(Dataset excerpts)
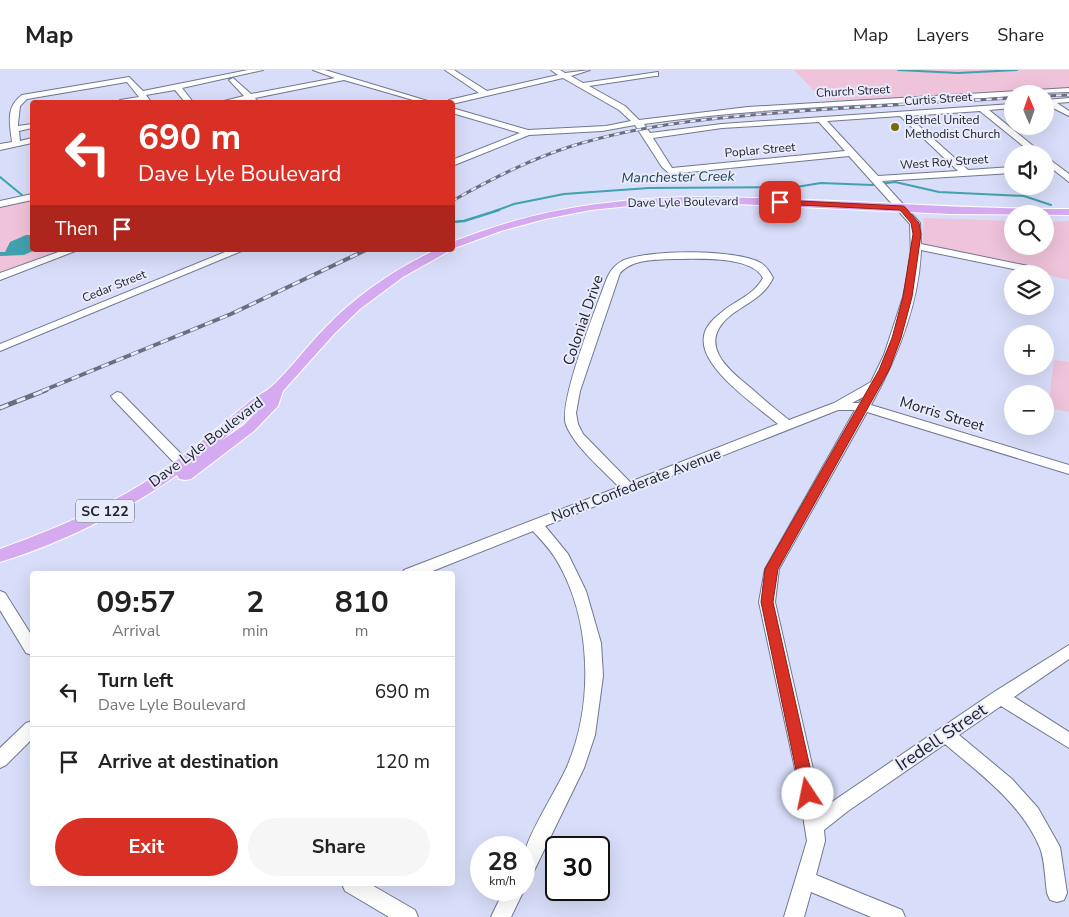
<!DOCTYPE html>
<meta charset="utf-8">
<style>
:root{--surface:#fff;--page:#f6f6f6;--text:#222;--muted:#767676;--line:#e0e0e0;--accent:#d93025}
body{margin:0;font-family:"Nunito Sans",sans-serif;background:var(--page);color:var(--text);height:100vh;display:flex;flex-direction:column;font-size:19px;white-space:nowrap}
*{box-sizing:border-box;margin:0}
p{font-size:16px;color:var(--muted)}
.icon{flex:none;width:28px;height:28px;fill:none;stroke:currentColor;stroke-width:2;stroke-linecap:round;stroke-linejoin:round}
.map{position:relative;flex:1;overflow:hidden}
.side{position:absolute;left:30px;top:501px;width:425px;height:315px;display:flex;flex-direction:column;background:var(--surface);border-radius:5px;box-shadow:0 5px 20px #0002}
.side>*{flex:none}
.hud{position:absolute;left:30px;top:30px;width:425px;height:152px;border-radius:5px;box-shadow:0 5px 20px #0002;background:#d93025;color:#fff;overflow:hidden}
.needle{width:32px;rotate:358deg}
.tools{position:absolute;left:1004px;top:15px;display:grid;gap:10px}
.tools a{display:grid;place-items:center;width:50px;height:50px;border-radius:50%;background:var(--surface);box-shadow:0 5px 20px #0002;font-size:25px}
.speed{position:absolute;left:470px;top:766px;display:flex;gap:10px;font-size:25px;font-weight:700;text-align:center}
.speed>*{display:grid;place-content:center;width:65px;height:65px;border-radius:50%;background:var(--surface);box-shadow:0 5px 20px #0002;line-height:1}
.speed small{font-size:12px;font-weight:400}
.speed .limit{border:2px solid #111;border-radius:8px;background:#fff;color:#111}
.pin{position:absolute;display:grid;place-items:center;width:42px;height:42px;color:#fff;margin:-21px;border-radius:10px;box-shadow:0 2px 8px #0006}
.me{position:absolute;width:55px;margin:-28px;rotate:349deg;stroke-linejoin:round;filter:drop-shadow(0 0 4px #0008)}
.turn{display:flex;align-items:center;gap:18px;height:105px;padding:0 25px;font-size:22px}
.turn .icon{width:65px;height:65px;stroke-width:2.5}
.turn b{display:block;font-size:35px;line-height:42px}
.then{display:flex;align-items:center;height:48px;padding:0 25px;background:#0003;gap:10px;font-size:19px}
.eta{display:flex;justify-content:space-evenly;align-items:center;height:85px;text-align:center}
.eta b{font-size:30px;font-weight:700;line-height:35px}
.primary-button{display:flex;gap:10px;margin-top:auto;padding:10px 25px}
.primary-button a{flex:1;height:58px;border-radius:30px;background:var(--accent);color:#fff;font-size:20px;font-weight:700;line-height:58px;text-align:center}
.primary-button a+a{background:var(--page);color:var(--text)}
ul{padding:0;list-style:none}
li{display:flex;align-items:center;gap:15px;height:70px;padding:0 25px;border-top:1px solid var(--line)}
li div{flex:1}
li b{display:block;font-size:19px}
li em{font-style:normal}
header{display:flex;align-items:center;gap:30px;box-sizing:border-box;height:70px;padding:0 25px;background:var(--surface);border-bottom:1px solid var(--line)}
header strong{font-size:24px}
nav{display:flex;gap:28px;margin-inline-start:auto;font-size:18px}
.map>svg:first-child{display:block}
.green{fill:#efc3da}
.water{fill:#42a1ae}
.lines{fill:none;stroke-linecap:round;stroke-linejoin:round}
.stream-far1{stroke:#42a1ae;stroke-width:2}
.stream{stroke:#42a1ae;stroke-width:2.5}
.minor-casing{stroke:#72778f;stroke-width:2}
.major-casing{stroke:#fff;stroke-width:2}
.minor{fill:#fff;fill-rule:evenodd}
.major{fill:#d6aaf0;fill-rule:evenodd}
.rail-far2-casing{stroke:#6c6e80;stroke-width:3}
.rail-far1-casing{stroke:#6c6e80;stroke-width:4}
.rail-casing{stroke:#6c6e80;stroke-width:5}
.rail-far2{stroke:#e8ebfc;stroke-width:2;stroke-dasharray:5.5;stroke-linecap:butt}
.rail-far1{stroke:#e8ebfc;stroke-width:2.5;stroke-dasharray:8;stroke-linecap:butt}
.rail{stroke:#e8ebfc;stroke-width:3;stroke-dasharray:9;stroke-linecap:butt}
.route{fill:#d93025;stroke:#8d1f18}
.poi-dot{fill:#756d0b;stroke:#e8ebfc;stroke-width:2}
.labels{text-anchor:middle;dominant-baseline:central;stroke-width:4;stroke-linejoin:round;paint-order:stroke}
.far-street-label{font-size:12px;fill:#21222c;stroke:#e8ebfc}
.far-poi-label{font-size:12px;fill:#21222c;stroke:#e8ebfc;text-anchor:start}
.far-water-label{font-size:14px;font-style:italic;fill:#19444a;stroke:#e8ebfc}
.shield{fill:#e8ebfc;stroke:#5d5e6a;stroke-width:1}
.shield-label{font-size:14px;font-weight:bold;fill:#21222c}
.street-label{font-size:15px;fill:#21222c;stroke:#e8ebfc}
.near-street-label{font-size:18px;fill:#21222c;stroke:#e8ebfc}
</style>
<header>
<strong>Map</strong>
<nav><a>Map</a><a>Layers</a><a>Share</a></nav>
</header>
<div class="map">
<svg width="1069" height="847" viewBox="0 0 1069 847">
<rect width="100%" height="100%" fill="#d8ddf9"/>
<path class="green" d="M794,0H1069V18L847,32L821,28Z
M32,128V180H65L0,204V136Z
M924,148L1012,151V176H1045V152L1069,151V210L1045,204L922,181Z
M1054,290L1069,292V342L1048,338Z"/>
<path class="water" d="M26,165H32V180H35L24,185L0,186V182H5L10,172Z"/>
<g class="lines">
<path class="stream-far1" d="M898,0L958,3L1017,0
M0,107L22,125
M495,141L514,134L564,124L649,118L796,117L821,113L872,115L895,112L939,122L1024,126L1051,135"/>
<path class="stream" d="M452,152L464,151L499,140"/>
<g class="minor-casing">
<path id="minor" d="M248,0H263L182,18L193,32H185L175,20L146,25L151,32H119L120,30L139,27L127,12L27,29L20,36L18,54V56L32,54V58L19,61L20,71L32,68V73L0,80V74L12,72C10,54 5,37 22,25L129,7L143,21Z
M313,0H325L431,32H420L344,10L255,28L258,32H250L247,30L233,32H220L244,26L229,10L233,8L251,24L335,8Z
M445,0H454L487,21L558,5L551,0H560L565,3L590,0L571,6L583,13L658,2V6H655L589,16L625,36L639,50L748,37L1069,18V22L1012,24V26C890,35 766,36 644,54L650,63L722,54L1012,34V38L989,40L1043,84H1033L980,41L908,46L968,100L1012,97V103L882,111L920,153L921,174L1033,197L1038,200L1033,203L921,180C919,235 897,288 871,335L1069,395V404L867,342L779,499L775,532L815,708L820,740L994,622L1069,575V589L1014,627L1069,662V678L1001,636L959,665L1012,709L1038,738L1060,777L1067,823L1064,830L1057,832L1050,830L1047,823C1045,809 1045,791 1040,778C1022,734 980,704 945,674L848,741L824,760L825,771L816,805L902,840L905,847H871L811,822L804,847H784L807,771L797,708L759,532L765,499L855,340H838L545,456L568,484L586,521L601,573L603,606L595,665L584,698L531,807L524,810C524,801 522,788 525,780C535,752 553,726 566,699C594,636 592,550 557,491C551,480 541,470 533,461L425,504H402L404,500L619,417C602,399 575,377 566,355C558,333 597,235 607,208C610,201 615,195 622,191C648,179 736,179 761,193C767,197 770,202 773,208C764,227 747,233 731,245C696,273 727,299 751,318C763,329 776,340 789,350L834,333L871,312L884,285L903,227L911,187L910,154L849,86L670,104L662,97L635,55L602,61L529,65L452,96V90L520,63L452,43V38L528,60L606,56L631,51L619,40L563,8L452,34V32H448L449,30L479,23ZM900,46L958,101L878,106L827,51ZM819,52L845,81L672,98L653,68L722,58ZM672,189C694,189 752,185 763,208C754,225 736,230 722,242C714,248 705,257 704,266C698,297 757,336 778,354L630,412L583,364L578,354L576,343L580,321L620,203C633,189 654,190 672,189ZM863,327L859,333H852Z
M1069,28V32L1057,33L1069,41V46L1045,34V30Z
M1045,86L1069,104V112L1045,93Z
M32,124V130L0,137V131Z
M64,180H78L0,210V203Z
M230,180H244L0,281V274Z
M117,322L121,323L195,398L197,401L195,404H185L113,329L111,326Z
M0,521L5,523L32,566V585L26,583L0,540Z
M32,651V669L6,695L0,698V678L26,653Z
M342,814H370L415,840L418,847H389L345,821Z
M504,820H524L511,847H491Z"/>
</g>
<g class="major-casing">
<path id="major" d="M687,127C814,127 941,139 1069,139V145L950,144L735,134L639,135L591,140L545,149L501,161L452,179V172C534,140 600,130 687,127Z
M435,180H451L403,207L360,239L335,263L283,321L278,336L254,361L191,409L185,410L179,409L177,405C128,440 58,475 0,492V479C54,459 109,437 157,404C190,382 219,357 249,332C256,326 264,323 271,317C291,299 306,277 325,258C356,225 394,200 435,180ZM263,335L244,355L221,371Z"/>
</g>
<use href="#minor" class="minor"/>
<use href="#major" class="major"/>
<g class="rail-far2-casing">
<path id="rail-far2" d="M1045,26L1069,25
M452,131C491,109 530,89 572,76C646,53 724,47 800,41C871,36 941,32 1012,28"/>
</g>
<g class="rail-far1-casing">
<path id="rail-far1" d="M42,321L231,244L366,180"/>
</g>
<g class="rail-casing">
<path id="rail" d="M0,338L46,320"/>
</g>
<use href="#rail-far2" class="rail-far2"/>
<use href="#rail-far1" class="rail-far1"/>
<use href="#rail" class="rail"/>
</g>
<path class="route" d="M778,130L903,136L905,137L919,153L921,164L912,227L901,268L889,300L778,499L773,532L816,724L814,728L808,730L803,728L801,724L761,532L765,499L879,300L892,268L903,227L913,164L911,153L900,140L780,134H778Z"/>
<circle class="poi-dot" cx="895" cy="57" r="5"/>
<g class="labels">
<g class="far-street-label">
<text transform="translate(853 21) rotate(-3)">Church Street</text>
<text transform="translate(938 29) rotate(-4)">Curtis Street</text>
<text transform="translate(760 80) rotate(-5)">Poplar Street</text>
<text transform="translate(944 92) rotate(-4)">West Roy Street</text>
<text transform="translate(683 132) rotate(-1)">Dave Lyle Boulevard</text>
<text transform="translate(114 216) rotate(-22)">Cedar Street</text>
</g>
<g class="far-poi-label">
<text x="905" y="50">Bethel United<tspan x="905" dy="14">Methodist Church</tspan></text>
</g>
<g class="far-water-label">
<text transform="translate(678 107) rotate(-1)">Manchester Creek</text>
</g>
<rect class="shield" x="76" y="429.5" width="58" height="23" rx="4"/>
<g class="shield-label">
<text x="105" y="441">SC 122</text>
</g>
<g class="street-label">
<text transform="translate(583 250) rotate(-71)">Colonial Drive</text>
<text transform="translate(942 344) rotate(17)">Morris Street</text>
<text transform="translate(206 372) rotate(-37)">Dave Lyle Boulevard</text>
<text transform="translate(636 415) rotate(-21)">North Confederate Avenue</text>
</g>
<g class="near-street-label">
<text transform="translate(941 667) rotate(-34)">Iredell Street</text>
</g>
</g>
</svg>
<div class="tools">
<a><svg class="needle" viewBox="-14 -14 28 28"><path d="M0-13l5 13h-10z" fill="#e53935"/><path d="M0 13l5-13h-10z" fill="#767676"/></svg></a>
<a><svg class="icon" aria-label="sound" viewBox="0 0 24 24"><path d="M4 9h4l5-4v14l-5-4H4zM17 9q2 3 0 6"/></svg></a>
<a><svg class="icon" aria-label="search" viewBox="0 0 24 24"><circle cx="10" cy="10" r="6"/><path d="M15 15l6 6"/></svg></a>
<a><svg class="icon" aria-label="layers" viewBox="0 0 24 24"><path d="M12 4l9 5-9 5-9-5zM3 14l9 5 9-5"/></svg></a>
<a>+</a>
<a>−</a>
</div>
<div class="speed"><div>28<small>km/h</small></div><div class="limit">30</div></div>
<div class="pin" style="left:780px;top:132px;background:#d93025"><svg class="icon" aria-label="arrive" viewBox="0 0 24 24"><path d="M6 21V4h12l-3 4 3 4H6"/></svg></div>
<svg class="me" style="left:808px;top:724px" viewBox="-20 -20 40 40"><circle r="19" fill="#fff"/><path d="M0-13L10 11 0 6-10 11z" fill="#d93025"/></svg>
<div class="hud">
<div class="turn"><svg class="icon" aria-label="left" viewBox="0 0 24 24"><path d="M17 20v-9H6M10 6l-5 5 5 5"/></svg><div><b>690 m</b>Dave Lyle Boulevard</div></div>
<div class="then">Then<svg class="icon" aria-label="arrive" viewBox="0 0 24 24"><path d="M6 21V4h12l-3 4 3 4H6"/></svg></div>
</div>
<section class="side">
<div class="eta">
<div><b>09:57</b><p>Arrival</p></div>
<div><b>2</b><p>min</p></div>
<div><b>810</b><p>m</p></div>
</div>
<ul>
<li><svg class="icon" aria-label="left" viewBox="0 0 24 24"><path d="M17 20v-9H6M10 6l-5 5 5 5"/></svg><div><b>Turn left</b><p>Dave Lyle Boulevard</p></div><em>690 m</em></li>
<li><svg class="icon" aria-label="arrive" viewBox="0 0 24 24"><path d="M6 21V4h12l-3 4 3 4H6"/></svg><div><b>Arrive at destination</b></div><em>120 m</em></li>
</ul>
<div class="primary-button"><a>Exit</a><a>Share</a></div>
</section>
</div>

TASK ITEM »
Search the entries for the word "radius", then gather every line that has it.

ANSWER SECTION »
.side{position:absolute;left:30px;top:501px;width:425px;height:315px;display:flex;flex-direction:column;background:var(--surface);border-radius:5px;box-shadow:0 5px 20px #0002}
.hud{position:absolute;left:30px;top:30px;width:425px;height:152px;border-radius:5px;box-shadow:0 5px 20px #0002;background:#d93025;color:#fff;overflow:hidden}
.tools a{display:grid;place-items:center;width:50px;height:50px;border-radius:50%;background:var(--surface);box-shadow:0 5px 20px #0002;font-size:25px}
.speed>*{display:grid;place-content:center;width:65px;height:65px;border-radius:50%;background:var(--surface);box-shadow:0 5px 20px #0002;line-height:1}
.speed .limit{border:2px solid #111;border-radius:8px;background:#fff;color:#111}
.pin{position:absolute;display:grid;place-items:center;width:42px;height:42px;color:#fff;margin:-21px;border-radius:10px;box-shadow:0 2px 8px #0006}
.primary-button a{flex:1;height:58px;border-radius:30px;background:var(--accent);color:#fff;font-size:20px;font-weight:700;line-height:58px;text-align:center}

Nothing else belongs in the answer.